Cast: Rahul Bose, Zain Khan
Director: Kittu Salooja


It is a fairy tale...one of those dream come true plots and certainly leaves you with a very good after taste. The story revolves around Karan (Zain) who is an orphan living in an orphanage run by a very mean and shrewd man. Karan is an ardent Kapil Dev fan and gets all his information from one of the supervisors in his orphanage. Karan himself has never met Kapil or even played much cricket himself.

One day when the orphanage receives a donation package in which Karan finds a cricket bat with the inscription KD1986 which he assumes belonged to Kapil Dev and was used in the 1986 world cup that India had won...He believes that it is his magic bat...but just as all good things need to have a bad counterpart, there is another boy in the orphanage who hates Karan and is hell bent upon stealing his bat and hurting Karan.

On the Indian cricket front the team is not performing well at all and is on a loosing streak. The team coach on his way home gets his car glass smashed by a ball hit by Karan with his magic bat. Surprised that Karan actually hit such a high shot the coach investigates and to his joy finds that Karan can take on any bowler with his magic bat. Karan is added to the Indian team and finds himself rooming with the captain of the team Varun (Rahul Bose).

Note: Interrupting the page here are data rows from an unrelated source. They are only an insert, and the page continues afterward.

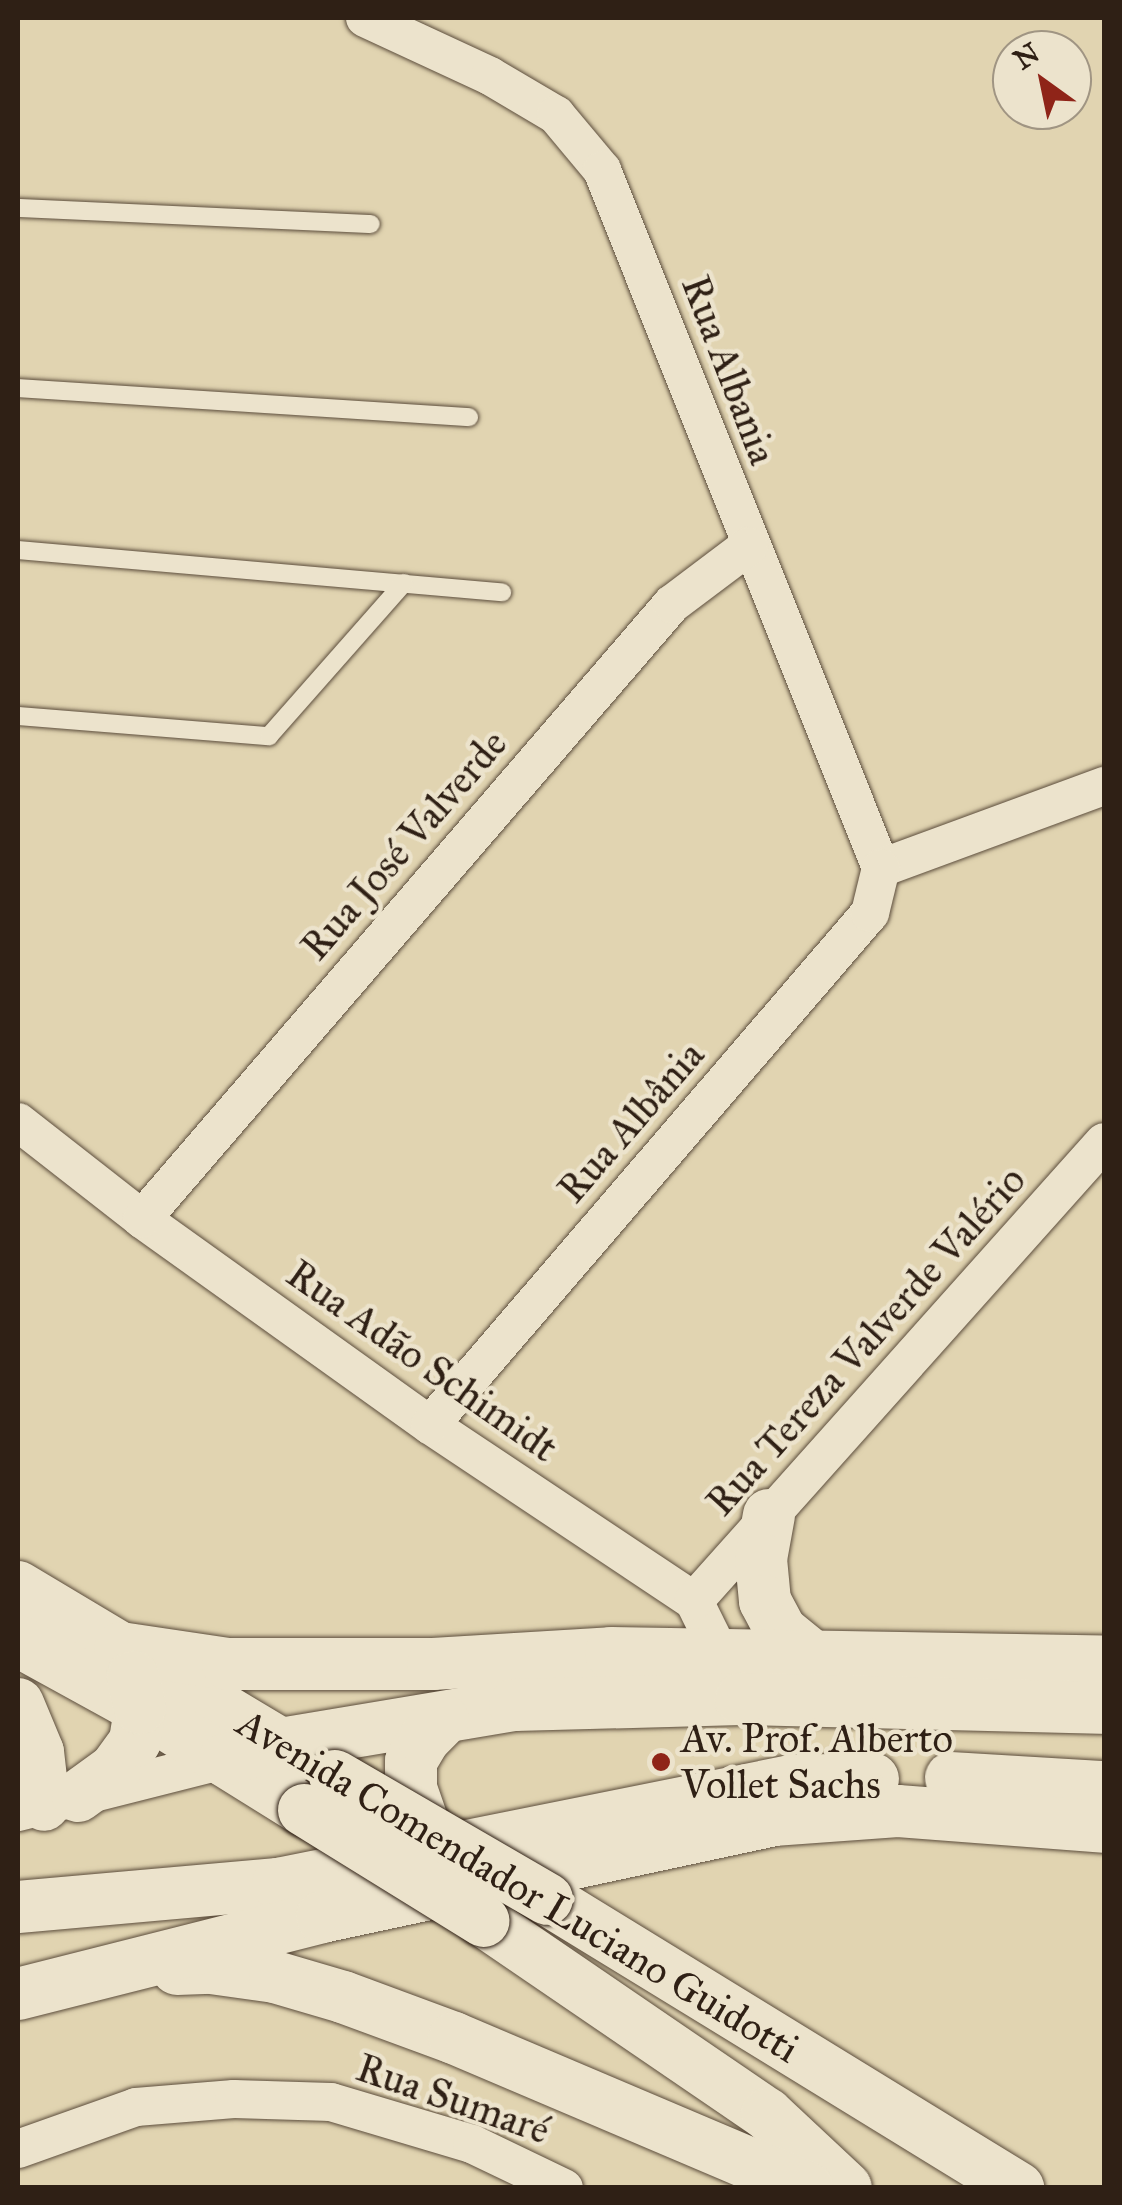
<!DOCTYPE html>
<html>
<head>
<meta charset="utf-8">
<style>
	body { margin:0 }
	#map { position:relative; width:1122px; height:2205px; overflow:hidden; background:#e1d4b1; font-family:"IM FELL Great Primer",serif }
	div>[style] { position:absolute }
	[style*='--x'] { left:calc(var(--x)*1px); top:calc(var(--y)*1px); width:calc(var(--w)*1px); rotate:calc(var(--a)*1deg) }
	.roads { filter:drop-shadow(0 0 2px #5c4d3c) drop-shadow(0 0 2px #5c4d3c) }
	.service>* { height:18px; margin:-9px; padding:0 9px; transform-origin:9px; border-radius:9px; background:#ece3cc }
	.minor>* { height:38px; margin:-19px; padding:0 19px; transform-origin:19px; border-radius:19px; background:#ece3cc }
	.secondary>* { height:52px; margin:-26px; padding:0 26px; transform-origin:26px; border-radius:26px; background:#ece3cc }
	.bridges { filter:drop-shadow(0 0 2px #2f2015) drop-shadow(0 0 2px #2f2015) }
	.secondary-bridge>* { height:52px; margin:-26px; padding:0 26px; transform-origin:26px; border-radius:26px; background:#ece3cc }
	.dots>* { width:28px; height:28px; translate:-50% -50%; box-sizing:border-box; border:5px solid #ece3cc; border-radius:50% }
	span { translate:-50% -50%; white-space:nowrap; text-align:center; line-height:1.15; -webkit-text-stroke:9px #ece3cc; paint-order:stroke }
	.street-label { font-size:40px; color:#2f2015 }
	.poi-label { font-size:40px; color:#2f2015 }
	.left { translate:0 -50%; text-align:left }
	.frame { position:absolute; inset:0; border:20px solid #2f2015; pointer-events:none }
	.north { position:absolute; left:992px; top:30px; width:100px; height:100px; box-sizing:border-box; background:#ece3cc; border:2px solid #a09583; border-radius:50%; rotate:327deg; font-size:28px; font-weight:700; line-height:40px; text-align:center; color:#2f2015 }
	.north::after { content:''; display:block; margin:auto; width:35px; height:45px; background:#8f2418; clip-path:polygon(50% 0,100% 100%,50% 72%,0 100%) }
</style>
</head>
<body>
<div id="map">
	<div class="roads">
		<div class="service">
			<div style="--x:18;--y:208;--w:353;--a:2.6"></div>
			<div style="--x:18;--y:388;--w:452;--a:3.7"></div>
			<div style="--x:18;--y:550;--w:486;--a:5"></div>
			<div style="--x:18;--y:716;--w:252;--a:4.6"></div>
			<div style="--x:269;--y:736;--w:204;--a:-48.6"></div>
		</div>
		<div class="minor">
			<div style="--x:365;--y:18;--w:138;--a:24.9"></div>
			<div style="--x:490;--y:76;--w:77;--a:30.6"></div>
			<div style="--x:556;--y:115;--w:72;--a:50.1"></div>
			<div style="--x:602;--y:170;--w:752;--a:68.21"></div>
			<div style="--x:881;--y:868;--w:238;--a:-20.2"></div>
			<div style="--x:18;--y:1122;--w:157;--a:38"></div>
			<div style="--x:142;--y:1219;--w:354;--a:35.6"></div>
			<div style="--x:430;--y:1425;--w:317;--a:33.7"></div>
			<div style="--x:694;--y:1601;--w:84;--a:63.7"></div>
			<div style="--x:142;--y:1219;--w:812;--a:-49.25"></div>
			<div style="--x:672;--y:604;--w:96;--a:-37"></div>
			<div style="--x:430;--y:1425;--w:675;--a:-49.33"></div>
			<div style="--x:870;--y:913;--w:46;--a:-76.3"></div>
			<div style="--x:694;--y:1601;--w:615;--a:-48.23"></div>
			<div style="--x:18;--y:1812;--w:212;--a:-14.2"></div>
			<div style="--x:18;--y:2149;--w:125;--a:-19.6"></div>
			<div style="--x:136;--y:2107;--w:98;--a:-4.7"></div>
			<div style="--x:234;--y:2099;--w:97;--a:1.8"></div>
			<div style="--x:331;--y:2102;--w:147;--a:16.6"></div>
			<div style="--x:472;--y:2144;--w:102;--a:25.6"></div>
		</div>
		<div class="secondary">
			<div style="--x:769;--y:1515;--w:45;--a:100.3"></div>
			<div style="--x:761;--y:1559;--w:42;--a:84.6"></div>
			<div style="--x:765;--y:1601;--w:34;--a:62"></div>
			<div style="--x:781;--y:1631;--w:38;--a:39"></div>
			<div style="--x:18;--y:1587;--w:327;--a:30.9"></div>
			<div style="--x:18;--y:1641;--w:139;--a:28.8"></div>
			<div style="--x:140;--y:1708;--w:193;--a:31.9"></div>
			<div style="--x:120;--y:1648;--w:109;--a:8.4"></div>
			<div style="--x:228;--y:1664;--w:205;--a:0"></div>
			<div style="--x:433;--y:1664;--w:178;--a:-3.5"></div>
			<div style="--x:611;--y:1653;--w:493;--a:1"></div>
			<div style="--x:18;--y:1704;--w:52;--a:67.4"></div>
			<div style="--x:38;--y:1752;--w:53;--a:83.5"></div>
			<div style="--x:224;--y:1760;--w:59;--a:-15.7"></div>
			<div style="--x:281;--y:1744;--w:237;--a:-9.5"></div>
			<div style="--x:515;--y:1705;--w:226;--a:-1.5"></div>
			<div style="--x:741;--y:1699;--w:363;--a:1.4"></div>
			<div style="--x:951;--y:1778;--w:153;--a:3.4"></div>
			<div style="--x:78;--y:1796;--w:46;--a:-36.1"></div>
			<div style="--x:115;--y:1769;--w:34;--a:-54"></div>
			<div style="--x:135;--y:1741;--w:33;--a:-81"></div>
			<div style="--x:140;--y:1708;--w:32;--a:-103"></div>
			<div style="--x:424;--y:1826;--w:39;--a:-109"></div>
			<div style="--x:411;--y:1789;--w:28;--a:-90"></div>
			<div style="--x:411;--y:1761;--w:26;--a:-59"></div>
			<div style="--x:424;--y:1739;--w:27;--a:-45"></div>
			<div style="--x:547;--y:1899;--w:553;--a:31.53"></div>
			<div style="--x:18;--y:1907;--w:261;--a:-5.1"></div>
			<div style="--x:278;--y:1884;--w:523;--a:-11.35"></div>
			<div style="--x:791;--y:1781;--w:82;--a:-1.4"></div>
			<div style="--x:484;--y:1921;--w:343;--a:34.3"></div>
			<div style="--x:767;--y:2114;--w:108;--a:43.1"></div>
			<div style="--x:177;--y:1969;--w:34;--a:-2"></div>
			<div style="--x:211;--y:1968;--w:65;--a:8"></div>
			<div style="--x:275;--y:1977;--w:71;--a:16.4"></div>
			<div style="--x:343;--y:1997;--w:118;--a:20.3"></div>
			<div style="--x:454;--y:2038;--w:384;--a:23"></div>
			<div style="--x:18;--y:1994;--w:314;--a:-14.2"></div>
			<div style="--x:322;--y:1917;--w:461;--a:-12.1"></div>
			<div style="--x:773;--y:1820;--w:125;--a:-4.1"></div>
			<div style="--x:898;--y:1811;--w:207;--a:4.4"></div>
		</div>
	</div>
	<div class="bridges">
		<div class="secondary-bridge">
			<div style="--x:335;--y:1776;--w:245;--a:30.1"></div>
			<div style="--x:304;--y:1810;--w:211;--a:31.7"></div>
		</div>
	</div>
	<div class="dots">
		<div style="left:661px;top:1762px;background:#8f2418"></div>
	</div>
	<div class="street-label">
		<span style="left:729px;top:370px;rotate:69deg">Rua Albania</span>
		<span style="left:404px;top:845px;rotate:-49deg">Rua José Valverde</span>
		<span style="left:631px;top:1122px;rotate:-49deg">Rua Albânia</span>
		<span style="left:866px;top:1341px;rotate:-48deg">Rua Tereza Valverde Valério</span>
		<span style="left:422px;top:1361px;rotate:35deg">Rua Adão Schimidt</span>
		<span style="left:518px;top:1886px;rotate:31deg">Avenida Comendador Luciano Guidotti</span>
		<span style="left:453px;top:2099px;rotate:19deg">Rua Sumaré</span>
	</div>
	<div class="poi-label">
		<span class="left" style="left:681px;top:1762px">Av. Prof. Alberto<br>Vollet Sachs</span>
	</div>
	<div class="frame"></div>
	<div class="north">N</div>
</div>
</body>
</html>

Now Varun looks at Karan as a pest and tries to keep himself away from Karan as much as possible...but as days go by Varun and Karan solidify a bond...and the rest of the movie is about Karan loosing his bat to his nemesis and the bond formed between Varun and Karan, and how Karan helps Varun overcome his family problems...

A very simple story with beautiful narration where the magic behind the bat is just a metaphor. Amazing performances by all the central characters and there is not an overdose of drama. This movie is totally worth watching at least once. Wonder why the Indian audience do not give off beat films like these a chance!